PROBLEM DETAILS =>
Read through the records. Copy each line that has the word "elements".

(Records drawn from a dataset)
____

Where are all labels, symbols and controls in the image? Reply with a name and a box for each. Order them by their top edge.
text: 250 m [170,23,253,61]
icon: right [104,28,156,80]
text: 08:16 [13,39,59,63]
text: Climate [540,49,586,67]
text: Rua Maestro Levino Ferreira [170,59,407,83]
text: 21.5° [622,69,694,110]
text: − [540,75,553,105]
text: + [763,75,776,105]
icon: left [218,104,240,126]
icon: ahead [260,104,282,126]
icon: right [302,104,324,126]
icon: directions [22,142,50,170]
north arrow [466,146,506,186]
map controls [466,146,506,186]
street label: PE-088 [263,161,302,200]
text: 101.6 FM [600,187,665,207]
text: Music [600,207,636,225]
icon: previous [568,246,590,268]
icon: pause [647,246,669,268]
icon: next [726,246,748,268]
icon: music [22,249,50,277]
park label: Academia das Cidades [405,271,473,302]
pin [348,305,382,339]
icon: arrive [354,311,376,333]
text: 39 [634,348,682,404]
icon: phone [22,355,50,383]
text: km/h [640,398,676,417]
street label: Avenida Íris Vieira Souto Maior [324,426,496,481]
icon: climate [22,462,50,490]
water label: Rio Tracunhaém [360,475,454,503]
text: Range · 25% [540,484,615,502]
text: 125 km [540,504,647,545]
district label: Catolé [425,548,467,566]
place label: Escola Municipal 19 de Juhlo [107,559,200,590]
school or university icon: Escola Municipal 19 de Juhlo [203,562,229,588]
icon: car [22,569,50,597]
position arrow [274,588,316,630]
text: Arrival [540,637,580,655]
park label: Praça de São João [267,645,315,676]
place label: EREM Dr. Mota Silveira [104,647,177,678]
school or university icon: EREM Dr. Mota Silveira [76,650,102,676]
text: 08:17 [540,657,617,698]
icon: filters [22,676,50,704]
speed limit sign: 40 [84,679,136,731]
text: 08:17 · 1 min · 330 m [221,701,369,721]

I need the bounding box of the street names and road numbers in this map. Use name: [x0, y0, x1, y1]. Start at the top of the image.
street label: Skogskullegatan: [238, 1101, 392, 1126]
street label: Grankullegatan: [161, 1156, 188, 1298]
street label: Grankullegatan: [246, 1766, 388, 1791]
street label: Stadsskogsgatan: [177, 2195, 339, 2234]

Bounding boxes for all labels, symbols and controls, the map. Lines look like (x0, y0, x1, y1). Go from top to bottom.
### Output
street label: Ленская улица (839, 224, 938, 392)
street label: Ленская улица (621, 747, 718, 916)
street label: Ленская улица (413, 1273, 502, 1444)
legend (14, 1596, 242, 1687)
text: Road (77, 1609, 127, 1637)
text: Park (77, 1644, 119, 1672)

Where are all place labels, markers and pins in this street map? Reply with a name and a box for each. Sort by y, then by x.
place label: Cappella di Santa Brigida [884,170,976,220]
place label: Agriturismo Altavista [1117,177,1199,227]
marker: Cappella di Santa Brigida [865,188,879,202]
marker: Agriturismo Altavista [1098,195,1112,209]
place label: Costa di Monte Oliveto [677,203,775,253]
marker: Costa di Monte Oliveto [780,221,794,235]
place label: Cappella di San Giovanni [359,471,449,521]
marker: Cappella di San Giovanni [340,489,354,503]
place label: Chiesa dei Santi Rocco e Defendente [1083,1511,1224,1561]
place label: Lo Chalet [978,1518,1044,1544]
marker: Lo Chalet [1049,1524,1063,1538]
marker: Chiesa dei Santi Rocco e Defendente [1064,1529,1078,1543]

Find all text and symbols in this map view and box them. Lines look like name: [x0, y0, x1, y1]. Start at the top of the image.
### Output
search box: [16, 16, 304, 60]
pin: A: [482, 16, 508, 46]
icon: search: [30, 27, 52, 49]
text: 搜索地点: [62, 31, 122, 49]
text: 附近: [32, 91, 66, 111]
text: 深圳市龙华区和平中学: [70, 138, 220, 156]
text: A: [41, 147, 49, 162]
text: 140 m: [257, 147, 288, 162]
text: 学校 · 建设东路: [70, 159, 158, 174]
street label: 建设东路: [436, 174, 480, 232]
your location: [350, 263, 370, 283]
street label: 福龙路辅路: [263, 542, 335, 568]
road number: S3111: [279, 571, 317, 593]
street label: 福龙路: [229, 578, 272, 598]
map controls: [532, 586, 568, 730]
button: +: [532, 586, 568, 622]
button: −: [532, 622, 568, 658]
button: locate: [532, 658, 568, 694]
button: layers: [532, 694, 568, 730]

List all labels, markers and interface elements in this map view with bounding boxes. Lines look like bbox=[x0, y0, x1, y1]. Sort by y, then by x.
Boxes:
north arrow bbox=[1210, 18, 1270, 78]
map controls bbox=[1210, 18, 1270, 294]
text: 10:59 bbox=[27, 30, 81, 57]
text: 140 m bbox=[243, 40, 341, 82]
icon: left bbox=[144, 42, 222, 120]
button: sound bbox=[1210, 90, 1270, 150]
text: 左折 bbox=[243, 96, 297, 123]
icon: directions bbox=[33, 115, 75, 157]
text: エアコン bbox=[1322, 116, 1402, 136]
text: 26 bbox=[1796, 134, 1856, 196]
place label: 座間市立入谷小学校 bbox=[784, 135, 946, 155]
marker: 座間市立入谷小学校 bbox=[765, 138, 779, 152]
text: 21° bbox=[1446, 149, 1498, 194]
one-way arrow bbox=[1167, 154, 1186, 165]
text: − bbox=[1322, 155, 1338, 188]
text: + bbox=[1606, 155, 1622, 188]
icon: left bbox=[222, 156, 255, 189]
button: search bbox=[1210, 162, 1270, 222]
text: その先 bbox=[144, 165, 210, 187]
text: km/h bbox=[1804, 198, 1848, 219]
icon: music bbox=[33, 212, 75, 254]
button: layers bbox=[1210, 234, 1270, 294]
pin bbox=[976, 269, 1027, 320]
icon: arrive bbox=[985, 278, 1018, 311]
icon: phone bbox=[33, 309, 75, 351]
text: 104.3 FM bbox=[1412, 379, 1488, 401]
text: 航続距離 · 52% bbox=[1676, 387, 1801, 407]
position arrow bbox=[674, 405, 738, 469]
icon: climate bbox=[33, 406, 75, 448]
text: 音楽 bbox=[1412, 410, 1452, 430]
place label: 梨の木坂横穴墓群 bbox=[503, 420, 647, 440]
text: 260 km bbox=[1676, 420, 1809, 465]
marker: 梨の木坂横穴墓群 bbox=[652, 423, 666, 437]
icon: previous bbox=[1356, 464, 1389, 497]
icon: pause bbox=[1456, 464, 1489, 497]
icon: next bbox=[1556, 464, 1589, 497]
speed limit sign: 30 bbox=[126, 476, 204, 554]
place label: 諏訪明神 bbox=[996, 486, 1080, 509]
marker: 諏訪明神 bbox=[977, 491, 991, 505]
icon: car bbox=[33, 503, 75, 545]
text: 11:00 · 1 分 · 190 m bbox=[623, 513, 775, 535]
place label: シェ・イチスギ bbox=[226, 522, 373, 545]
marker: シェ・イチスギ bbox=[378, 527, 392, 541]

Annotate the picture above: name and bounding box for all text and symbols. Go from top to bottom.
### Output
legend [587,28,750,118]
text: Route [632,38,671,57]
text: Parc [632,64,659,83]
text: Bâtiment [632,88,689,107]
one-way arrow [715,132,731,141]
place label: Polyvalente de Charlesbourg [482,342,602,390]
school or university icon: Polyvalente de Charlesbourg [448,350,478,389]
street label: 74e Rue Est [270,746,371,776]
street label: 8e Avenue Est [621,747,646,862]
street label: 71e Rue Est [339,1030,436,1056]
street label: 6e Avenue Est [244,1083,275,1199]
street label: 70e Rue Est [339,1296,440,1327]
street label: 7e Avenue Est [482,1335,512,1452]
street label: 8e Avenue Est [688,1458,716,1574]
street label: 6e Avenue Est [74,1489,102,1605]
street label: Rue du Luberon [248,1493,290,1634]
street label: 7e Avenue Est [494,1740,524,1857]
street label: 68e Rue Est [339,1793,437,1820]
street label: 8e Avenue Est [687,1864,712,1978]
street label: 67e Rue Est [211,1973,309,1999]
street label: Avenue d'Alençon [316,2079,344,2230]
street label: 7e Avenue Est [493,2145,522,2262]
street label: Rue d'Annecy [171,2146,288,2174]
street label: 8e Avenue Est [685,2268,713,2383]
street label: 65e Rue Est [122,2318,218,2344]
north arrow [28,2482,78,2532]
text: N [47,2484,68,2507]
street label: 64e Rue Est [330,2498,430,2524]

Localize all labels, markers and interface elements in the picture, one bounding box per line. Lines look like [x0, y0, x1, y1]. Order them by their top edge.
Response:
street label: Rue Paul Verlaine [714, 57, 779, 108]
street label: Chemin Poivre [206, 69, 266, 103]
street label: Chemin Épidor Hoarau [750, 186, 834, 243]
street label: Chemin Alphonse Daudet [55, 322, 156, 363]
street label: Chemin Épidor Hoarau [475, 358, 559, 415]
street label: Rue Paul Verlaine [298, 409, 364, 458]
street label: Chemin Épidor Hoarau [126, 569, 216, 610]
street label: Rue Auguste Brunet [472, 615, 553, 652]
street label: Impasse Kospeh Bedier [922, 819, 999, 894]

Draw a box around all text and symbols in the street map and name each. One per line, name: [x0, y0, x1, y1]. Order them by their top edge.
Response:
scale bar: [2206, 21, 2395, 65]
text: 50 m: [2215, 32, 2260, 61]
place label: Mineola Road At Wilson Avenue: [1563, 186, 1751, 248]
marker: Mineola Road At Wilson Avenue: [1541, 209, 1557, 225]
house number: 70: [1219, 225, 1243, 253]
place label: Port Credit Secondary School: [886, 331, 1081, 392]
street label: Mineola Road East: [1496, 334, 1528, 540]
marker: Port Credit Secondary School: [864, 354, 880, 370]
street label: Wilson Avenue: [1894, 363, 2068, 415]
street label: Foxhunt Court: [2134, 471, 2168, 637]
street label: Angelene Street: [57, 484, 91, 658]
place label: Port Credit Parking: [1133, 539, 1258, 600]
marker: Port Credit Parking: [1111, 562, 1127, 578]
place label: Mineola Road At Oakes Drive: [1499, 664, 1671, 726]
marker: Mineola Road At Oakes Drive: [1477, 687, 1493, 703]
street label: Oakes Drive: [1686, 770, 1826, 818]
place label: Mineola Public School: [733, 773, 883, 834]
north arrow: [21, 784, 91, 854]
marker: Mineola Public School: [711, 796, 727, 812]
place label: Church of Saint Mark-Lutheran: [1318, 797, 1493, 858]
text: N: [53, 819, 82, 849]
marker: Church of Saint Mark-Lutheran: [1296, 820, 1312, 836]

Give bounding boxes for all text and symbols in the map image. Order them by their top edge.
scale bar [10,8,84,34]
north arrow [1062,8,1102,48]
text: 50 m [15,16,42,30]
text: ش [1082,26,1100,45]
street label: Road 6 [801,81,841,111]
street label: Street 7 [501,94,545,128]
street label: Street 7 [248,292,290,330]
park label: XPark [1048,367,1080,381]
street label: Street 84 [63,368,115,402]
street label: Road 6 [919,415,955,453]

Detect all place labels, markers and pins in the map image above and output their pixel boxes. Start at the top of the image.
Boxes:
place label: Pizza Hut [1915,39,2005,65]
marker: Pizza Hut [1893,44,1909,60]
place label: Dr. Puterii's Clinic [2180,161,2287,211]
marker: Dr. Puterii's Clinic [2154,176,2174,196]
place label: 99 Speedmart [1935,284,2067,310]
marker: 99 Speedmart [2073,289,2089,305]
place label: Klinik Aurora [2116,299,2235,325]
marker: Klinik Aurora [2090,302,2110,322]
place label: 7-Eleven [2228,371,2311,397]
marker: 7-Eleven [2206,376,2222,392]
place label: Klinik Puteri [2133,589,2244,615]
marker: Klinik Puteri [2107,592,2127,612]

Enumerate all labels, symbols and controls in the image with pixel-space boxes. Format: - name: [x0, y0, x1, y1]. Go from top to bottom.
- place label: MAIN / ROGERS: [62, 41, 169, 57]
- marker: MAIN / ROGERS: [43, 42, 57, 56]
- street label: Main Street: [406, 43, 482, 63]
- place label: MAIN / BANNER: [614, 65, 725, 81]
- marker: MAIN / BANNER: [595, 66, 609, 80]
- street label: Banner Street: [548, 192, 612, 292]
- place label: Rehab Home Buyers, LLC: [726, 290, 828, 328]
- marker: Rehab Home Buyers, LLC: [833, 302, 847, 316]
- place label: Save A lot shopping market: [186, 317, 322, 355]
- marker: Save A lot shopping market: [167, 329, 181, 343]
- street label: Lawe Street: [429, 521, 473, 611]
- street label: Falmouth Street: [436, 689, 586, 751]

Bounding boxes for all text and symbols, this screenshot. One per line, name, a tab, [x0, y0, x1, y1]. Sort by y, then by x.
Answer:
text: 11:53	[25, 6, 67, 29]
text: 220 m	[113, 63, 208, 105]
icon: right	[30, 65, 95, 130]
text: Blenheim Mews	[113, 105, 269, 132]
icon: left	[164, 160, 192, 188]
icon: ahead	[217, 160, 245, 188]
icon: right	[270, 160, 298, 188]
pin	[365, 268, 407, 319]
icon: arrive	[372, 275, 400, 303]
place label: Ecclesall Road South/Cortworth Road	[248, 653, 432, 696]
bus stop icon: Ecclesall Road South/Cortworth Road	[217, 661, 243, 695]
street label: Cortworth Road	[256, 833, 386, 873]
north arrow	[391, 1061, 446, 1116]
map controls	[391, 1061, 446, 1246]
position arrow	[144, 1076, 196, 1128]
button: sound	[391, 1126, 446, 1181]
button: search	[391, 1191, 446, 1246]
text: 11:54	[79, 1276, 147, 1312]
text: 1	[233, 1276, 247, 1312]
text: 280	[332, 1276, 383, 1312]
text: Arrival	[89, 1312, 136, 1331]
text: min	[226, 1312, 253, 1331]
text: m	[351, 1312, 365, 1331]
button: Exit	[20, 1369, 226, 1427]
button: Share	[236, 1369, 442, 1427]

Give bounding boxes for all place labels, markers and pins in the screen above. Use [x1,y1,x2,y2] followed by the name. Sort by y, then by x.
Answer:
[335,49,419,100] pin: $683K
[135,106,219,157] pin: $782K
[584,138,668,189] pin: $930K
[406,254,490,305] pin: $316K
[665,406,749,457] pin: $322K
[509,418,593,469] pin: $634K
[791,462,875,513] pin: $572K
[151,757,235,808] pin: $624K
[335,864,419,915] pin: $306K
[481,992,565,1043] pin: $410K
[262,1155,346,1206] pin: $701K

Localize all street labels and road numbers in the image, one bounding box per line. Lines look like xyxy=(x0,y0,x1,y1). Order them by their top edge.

____

EXPECTED ANSWER =>
List all labels, markers and interface elements in this map view with bounding boxes. Lines look like bbox=[x0, y0, x1, y1]. Sort by y, then by x.
Localize all labels, markers and interface elements in the picture, one bounding box per line. Lines look like [x0, y0, x1, y1]. Order them by their top edge.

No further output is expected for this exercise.